How to complete this task:
Check each line of the material that follows, and copy those holding the string "center".

Listed records:
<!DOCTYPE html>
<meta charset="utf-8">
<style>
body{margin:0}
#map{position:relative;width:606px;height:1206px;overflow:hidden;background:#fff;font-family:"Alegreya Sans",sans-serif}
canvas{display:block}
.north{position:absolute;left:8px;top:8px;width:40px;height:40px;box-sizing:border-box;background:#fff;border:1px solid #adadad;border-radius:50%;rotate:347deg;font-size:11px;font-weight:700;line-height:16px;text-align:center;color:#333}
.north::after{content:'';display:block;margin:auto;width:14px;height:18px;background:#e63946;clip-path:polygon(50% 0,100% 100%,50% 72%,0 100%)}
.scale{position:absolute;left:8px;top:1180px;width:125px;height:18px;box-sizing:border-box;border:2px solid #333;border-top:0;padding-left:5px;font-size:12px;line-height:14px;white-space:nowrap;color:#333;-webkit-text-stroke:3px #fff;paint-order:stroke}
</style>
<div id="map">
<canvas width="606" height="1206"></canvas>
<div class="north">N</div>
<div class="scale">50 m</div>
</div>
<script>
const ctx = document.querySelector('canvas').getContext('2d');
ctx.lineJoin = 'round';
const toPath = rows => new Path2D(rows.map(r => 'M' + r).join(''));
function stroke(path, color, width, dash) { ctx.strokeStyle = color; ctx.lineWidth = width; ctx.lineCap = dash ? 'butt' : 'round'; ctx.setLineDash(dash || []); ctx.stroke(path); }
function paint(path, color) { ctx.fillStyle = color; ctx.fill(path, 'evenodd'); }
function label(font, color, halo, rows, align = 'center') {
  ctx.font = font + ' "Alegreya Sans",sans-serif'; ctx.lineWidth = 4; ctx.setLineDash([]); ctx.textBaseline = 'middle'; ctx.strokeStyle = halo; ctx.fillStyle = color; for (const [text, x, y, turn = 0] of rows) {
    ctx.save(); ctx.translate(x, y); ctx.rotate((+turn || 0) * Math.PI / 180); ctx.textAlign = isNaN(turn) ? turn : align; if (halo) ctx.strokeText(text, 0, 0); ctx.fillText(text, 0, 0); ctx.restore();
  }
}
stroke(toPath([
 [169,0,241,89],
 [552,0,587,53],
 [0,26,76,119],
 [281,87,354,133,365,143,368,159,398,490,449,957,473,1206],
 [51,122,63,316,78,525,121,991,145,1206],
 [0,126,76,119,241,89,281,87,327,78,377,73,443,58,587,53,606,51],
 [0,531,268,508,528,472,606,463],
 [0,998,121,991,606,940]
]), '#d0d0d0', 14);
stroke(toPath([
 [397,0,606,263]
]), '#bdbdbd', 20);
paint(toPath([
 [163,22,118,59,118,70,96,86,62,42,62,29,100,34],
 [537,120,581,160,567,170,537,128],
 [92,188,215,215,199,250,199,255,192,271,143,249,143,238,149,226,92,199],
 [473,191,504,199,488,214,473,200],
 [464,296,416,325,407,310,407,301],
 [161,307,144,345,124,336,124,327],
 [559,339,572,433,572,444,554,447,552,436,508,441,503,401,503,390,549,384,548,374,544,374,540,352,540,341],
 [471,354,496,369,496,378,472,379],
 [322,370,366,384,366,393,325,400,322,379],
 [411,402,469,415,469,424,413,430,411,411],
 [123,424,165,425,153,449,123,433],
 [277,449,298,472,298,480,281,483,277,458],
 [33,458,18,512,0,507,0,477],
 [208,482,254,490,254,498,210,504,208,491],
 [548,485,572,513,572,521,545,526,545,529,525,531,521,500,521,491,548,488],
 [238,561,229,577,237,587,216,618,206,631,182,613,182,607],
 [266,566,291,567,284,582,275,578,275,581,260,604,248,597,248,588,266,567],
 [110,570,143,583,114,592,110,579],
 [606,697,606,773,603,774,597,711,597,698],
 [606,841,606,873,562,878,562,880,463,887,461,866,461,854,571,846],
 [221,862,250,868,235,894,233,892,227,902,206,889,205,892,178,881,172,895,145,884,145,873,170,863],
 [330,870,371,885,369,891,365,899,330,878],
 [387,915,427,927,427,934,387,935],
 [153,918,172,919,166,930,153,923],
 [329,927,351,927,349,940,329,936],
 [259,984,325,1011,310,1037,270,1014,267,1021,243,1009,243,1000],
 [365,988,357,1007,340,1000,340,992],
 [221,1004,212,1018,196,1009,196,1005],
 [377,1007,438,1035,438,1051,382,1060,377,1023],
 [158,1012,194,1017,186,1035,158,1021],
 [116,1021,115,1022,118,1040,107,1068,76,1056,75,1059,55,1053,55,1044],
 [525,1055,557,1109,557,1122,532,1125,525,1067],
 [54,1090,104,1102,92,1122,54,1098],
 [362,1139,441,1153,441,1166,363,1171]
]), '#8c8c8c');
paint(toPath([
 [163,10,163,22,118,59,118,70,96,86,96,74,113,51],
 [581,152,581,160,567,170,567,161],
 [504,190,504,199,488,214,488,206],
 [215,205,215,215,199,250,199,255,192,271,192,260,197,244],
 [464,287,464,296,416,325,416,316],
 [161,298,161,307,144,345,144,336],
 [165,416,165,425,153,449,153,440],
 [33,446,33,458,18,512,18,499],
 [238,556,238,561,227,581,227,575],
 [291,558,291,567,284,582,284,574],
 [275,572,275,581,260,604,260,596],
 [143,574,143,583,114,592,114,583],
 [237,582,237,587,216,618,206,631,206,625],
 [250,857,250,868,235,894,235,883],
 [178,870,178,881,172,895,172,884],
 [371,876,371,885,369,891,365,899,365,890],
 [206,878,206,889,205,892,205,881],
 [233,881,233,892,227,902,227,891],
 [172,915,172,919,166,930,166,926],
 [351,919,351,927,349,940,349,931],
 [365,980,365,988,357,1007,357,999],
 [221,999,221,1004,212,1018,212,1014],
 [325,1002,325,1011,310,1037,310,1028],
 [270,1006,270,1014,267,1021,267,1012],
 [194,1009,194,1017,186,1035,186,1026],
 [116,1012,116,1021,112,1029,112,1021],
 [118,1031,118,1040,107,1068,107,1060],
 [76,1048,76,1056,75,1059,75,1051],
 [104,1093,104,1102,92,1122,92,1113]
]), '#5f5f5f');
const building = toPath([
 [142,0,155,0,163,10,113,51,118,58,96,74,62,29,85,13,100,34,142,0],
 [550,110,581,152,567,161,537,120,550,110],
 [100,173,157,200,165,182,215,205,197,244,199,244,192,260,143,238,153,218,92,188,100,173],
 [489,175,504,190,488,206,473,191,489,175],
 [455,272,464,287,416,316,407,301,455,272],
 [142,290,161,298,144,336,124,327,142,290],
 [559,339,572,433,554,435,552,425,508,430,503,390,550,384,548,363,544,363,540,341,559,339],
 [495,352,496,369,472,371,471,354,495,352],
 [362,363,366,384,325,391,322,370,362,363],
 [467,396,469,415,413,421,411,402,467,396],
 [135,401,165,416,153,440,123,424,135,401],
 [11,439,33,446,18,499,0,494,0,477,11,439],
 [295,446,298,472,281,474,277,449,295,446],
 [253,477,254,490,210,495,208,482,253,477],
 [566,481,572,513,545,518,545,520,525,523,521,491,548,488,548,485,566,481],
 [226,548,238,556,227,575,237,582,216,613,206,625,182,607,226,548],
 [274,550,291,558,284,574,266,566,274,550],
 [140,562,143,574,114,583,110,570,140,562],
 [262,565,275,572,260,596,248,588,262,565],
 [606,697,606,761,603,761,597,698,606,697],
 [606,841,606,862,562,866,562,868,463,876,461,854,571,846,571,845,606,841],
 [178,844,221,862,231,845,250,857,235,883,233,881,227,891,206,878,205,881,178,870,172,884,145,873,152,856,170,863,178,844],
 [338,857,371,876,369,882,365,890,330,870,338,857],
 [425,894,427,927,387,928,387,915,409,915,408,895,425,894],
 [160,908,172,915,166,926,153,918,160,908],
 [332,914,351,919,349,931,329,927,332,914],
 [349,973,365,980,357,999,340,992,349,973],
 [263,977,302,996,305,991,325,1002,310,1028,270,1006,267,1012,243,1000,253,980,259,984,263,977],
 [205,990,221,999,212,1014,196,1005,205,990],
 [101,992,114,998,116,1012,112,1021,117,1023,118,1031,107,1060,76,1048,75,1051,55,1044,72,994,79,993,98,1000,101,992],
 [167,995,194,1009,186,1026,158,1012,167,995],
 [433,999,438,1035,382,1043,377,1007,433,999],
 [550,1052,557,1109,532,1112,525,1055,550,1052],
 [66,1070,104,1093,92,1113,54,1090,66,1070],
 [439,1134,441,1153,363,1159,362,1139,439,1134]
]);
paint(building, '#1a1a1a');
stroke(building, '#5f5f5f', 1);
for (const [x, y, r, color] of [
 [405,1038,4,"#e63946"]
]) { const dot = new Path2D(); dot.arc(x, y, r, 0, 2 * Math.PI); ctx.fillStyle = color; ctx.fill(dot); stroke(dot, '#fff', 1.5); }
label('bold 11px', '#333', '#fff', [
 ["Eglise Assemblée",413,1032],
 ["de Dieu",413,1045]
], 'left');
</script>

Task solution:
.north{position:absolute;left:8px;top:8px;width:40px;height:40px;box-sizing:border-box;background:#fff;border:1px solid #adadad;border-radius:50%;rotate:347deg;font-size:11px;font-weight:700;line-height:16px;text-align:center;color:#333}
function label(font, color, halo, rows, align = 'center') {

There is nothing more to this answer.